Allah mencela perbuatan orang-orang Yahudi dan Nasrani yang selalu berselisih dalam hal kemurnian agama mereka masing-masing, karena mereka menganggap bahwa agama merekalah yang paling benar.
Ahli Kitab, orang-orang Yahudi dan Nasrani dikecam, mengapa mereka saling berselisih dan berbantah-bantah dalam persoalan agama nenek moyang mereka Nabi Ibrahim. Orang Yahudi mengatakan bahwa Nabi Ibrahim beragama Yahudi dan orang-orang Nasrani mengatakan bahwa Nabi Ibrahim memeluk agama Nasrani.
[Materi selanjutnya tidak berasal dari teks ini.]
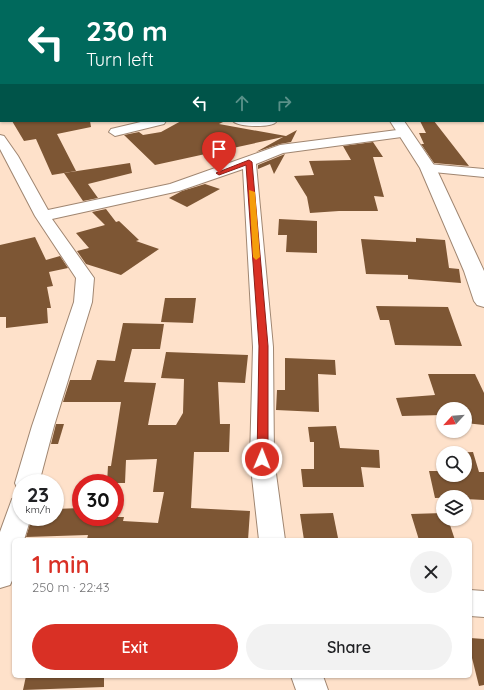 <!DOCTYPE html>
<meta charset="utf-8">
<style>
body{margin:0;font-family:Quicksand,sans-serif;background:#f2f2f2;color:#202124;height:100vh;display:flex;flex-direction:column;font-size:15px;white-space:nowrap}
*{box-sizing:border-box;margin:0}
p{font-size:13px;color:#757577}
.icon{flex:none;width:22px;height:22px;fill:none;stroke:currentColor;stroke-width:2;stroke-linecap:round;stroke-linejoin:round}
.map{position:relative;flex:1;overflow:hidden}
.sheet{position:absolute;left:12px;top:538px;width:460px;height:140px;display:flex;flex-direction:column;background:#fff;border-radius:6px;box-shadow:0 1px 3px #0004}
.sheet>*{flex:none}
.top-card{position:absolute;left:0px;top:0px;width:484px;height:122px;box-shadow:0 1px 3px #0004;background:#00695c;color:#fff;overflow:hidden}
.needle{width:26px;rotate:244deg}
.controls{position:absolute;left:436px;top:402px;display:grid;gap:8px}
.controls a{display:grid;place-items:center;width:36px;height:36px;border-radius:50%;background:#fff;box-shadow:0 1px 3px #0004;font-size:20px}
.speed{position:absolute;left:12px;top:474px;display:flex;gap:8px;font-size:20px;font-weight:700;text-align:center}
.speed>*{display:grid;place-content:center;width:52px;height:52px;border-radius:50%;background:#fff;box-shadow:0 1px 3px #0004;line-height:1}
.speed small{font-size:10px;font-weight:400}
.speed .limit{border:6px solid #d22;background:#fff;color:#111}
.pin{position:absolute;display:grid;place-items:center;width:34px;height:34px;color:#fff;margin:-41px -17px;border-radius:50% 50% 50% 0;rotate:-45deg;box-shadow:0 0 4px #0007}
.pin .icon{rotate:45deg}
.me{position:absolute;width:44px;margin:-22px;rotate:1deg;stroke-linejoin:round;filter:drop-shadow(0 0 3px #0008)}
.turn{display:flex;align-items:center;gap:14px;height:84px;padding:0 20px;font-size:18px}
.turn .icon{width:52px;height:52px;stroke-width:2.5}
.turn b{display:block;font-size:28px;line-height:34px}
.lanes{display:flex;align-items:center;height:38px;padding:0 20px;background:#0003;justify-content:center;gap:20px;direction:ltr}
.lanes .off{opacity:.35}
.round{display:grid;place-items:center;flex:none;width:42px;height:42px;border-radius:21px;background:#f2f2f2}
.headline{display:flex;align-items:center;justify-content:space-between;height:68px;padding:0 20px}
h1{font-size:24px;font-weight:600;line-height:30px;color:#d93025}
.action{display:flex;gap:8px;margin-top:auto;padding:8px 20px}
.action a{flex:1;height:46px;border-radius:24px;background:#d93025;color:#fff;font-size:16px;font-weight:600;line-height:46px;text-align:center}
.action a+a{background:#f2f2f2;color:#202124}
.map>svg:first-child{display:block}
.building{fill:#7d5634}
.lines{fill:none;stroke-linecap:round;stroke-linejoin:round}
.street-casing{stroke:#a08671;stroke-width:2}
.secondary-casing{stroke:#a08671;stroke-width:2}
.street{fill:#fff;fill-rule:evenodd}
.secondary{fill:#fff;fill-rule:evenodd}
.route{fill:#d93025;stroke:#8d1f18}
.slow{fill:#f59e0b}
</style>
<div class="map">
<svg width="484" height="690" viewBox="0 0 484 690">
<rect width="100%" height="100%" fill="#fee1ca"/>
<!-- building -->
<g class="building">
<polygon points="12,121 90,121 91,127 57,134 76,171 52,175 36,139 24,141"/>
<polygon points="181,121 225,121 219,124 286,136 297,130 291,142 280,144 256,152 283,137 155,165 124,135 139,132 143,135 161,132"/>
<polygon points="420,121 434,121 469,166 434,163 421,144 424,144 419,133 426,133"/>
<polygon points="373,142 383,157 373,157 384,197 374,196 378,211 339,211 310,213 307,197 294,176 314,175 309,161 351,160 343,146"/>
<polygon points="285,154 274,174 270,164 258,169 258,165"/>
<polygon points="130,163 132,173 88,184 98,198 83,201 64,173"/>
<polygon points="205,184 220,189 187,207 169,198 182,191"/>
<polygon points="106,209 116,222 119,221 139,240 136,241 159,249 121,275 86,264 77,251 89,248 76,233 105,225 92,212"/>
<polygon points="279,219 317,221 317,253 286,252 287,235 278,235"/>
<polygon points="35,237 46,260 60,256 68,268 49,272 53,286 47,287 51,308 47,308 48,323 6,328 6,317 0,317 0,245"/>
<polygon points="416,238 445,240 449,268 459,269 461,283 408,279 408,275 366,274 361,239 416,242"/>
<polygon points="165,298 196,298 193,323 161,322"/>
<polygon points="376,306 448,307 462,346 395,345 389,320 380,320"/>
<polygon points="123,323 164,324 160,349 132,349 124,382 156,383 148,425 176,425 183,413 184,379 161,378 166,352 248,355 245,383 218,382 220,424 230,424 229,452 194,452 191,508 250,511 248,540 87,539 88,535 26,537 32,517 55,517 55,509 81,508 81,517 124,517 123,521 158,523 164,492 153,492 157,459 126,460 125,483 107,483 108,466 111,466 121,402 63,402 70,380 91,380 97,360 115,361"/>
<polygon points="285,358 335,360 336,375 318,374 319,412 276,410 277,390 285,390"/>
<polygon points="428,374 475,374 484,393 484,425 465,423 465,409 443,409 443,415 402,416 396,398 435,395"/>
<polygon points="56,424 64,424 58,444 51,444"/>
<polygon points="336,426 340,448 379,450 380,468 361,467 364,487 303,487 301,469 314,469 314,442 310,442 308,427"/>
<polygon points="473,452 479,472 484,472 484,500 465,499 465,497 435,498 429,471 443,471 443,475 465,475 465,453 447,453"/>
<polygon points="333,513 338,538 304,540 300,514"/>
<polygon points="443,513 443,519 448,519 455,540 419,540 411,514"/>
<polygon points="470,638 484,639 484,685 479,686 470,650"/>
<polygon points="26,676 104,676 104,687 23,690"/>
</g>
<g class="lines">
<!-- street casing -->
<g class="street-casing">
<g id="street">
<polygon points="23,0 32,0 22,1"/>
<polygon points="279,0 289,0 278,1"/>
<rect x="483" y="9" width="1" height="4"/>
<rect x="0" y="55" width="1" height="6"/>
<rect x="483" y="58" width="1" height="6"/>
<rect x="0" y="99" width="1" height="6"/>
<polygon points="145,121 166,121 164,124 115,136 109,132 111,129"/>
<path d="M 233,121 L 275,121 L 276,122 C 272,128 237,127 233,121 Z"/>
<polygon points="405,129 409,130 411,133 409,136 283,153 256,164 273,347 274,459 285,540 259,540 250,459 253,347 243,169 179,191 52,219 94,278 92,302 54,426 39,483 21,483 21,491 18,490 15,483 32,426 74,302 76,278 35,216 0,149 0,135 4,136 18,156 48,210 170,184 280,145"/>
<polygon points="428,164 484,169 484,177 423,171 421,168 423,165"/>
<polygon points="21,496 21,517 31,517 24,540 14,540 14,576 10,585 0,588 0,532 12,499"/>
<polygon points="470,590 484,591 484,617 470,616"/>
<polygon points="291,676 323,676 328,690 296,690"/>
</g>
</g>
<!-- secondary casing -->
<g class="secondary-casing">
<g id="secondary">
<rect x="179" y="0" width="10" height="1"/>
<polygon points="390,121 404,121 436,168 484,271 484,307 477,305 474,301 464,271 420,168"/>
</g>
</g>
<!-- street -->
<use href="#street" class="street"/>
<!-- secondary -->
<use href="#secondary" class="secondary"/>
</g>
<!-- route -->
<polygon class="route" points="249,160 252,162 268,346 268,459 262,463 257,459 259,346 246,165 219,175 216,173"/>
<!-- slow -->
<polygon class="slow" points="249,190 255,192 260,257 256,260 253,257"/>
</svg>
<div class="controls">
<a><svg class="needle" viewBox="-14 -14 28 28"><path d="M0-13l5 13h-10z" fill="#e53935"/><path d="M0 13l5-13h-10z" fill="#757577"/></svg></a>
<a><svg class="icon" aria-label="search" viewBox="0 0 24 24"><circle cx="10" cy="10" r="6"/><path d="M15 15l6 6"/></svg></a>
<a><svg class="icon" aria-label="layers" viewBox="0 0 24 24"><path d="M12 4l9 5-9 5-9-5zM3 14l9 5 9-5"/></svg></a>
</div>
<div class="speed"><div>23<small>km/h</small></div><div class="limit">30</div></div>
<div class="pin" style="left:219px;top:173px;background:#d93025"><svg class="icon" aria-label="arrive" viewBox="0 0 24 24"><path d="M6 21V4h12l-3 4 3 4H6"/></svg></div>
<svg class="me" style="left:262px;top:459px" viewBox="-20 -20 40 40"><circle r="17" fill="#d93025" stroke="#fff" stroke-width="3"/><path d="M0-11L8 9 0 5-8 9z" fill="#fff"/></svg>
<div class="top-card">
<div class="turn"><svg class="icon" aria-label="left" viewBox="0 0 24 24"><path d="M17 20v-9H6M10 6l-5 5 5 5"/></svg><div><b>230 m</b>Turn left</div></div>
<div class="lanes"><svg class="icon" aria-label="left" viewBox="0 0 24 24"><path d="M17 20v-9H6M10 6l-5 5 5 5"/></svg><svg class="icon off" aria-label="ahead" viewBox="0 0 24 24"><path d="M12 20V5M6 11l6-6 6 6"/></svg><svg class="icon off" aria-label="right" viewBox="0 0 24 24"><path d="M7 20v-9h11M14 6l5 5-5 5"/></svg></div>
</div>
<section class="sheet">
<div class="headline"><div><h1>1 min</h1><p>250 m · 22:43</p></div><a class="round"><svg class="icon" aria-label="close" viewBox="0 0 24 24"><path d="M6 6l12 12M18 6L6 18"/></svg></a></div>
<div class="action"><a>Exit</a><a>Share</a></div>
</section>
</div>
Mereka berpendapat demikian karena Nabi Ibrahim itu dianggap sebagai lambang ketinggian martabat bagi masing-masing golongan. Di dalam kitab mereka terdapat pujian terhadap Ibrahim a.s., baik dalam perjanjian lama maupun dalam perjanjuan baru, sebagaimana juga orang Quraisy memuliakan namanya, mereka pun mengakui bahwa agama merekalah yang sesuai dengan agama Ibrahim.
Menurut pernyataan Al-Qur′an, pengakuan mereka itu sedikit pun tidak beralasan, karena ajaran Ibrahim sedikit pun tidak membekas dalam upacara-upacara keagamaan mereka. Yang benar ialah Nabi Ibrahim itu memeluk agama yang sesuai dengan agama yang diturunkan kepada Nabi Muhammad.
Ketentuan serupa ini telah diisyaratkan oleh firman Allah, bahwa Taurat dan Injil itu diturunkan oleh Allah sesudah datangnya Ibrahim. Logikanya karena kedua Kitab itu diturunkan sesudah Ibrahim, semestinya tidak akan terjadi perselisihan pendapat dan bantah membantah seperti itu. Perselisihan yang hebat itu menunjukkan ketidakbenaran alasan yang dikemukakan mereka, karena tidak mungkin yang datang terlebih dahulu itu mengikuti yang datang sesudahnya.
Itulah sebabnya maka Allah menegur mereka, “Apakah mereka itu tidak berpikir.” Hal ini menunjukkan bahwa andaikata mereka itu mau berpikir tentu tidak akan terjadi perbantahan seperti itu. Dalam hal ini terdapat isyarat yang kuat, yang menunjukkan kelemahan pikiran dan hujjah (argumentasi) mereka.
Mengenai sabab nuzul ayat ini Ibnu Ishak dan Ibnu Jarīr telah mengemukakan sebuah riwayat dari Ibnu 'Abbas, beliau berkata, “Orang Nasrani dari Najran dan beberapa pendeta Yahudi berkumpul di hadapan Nabi Muhammad saw, kemudian mereka berselisih pendapat. Pendeta-pendeta itu berkata: Nabi Ibrahim tak memeluk agama kecuali agama Yahudi. Sedangkan orang Nasrani berkata: Nabi Ibrahim tak memeluk agama kecuali agama Nasrani.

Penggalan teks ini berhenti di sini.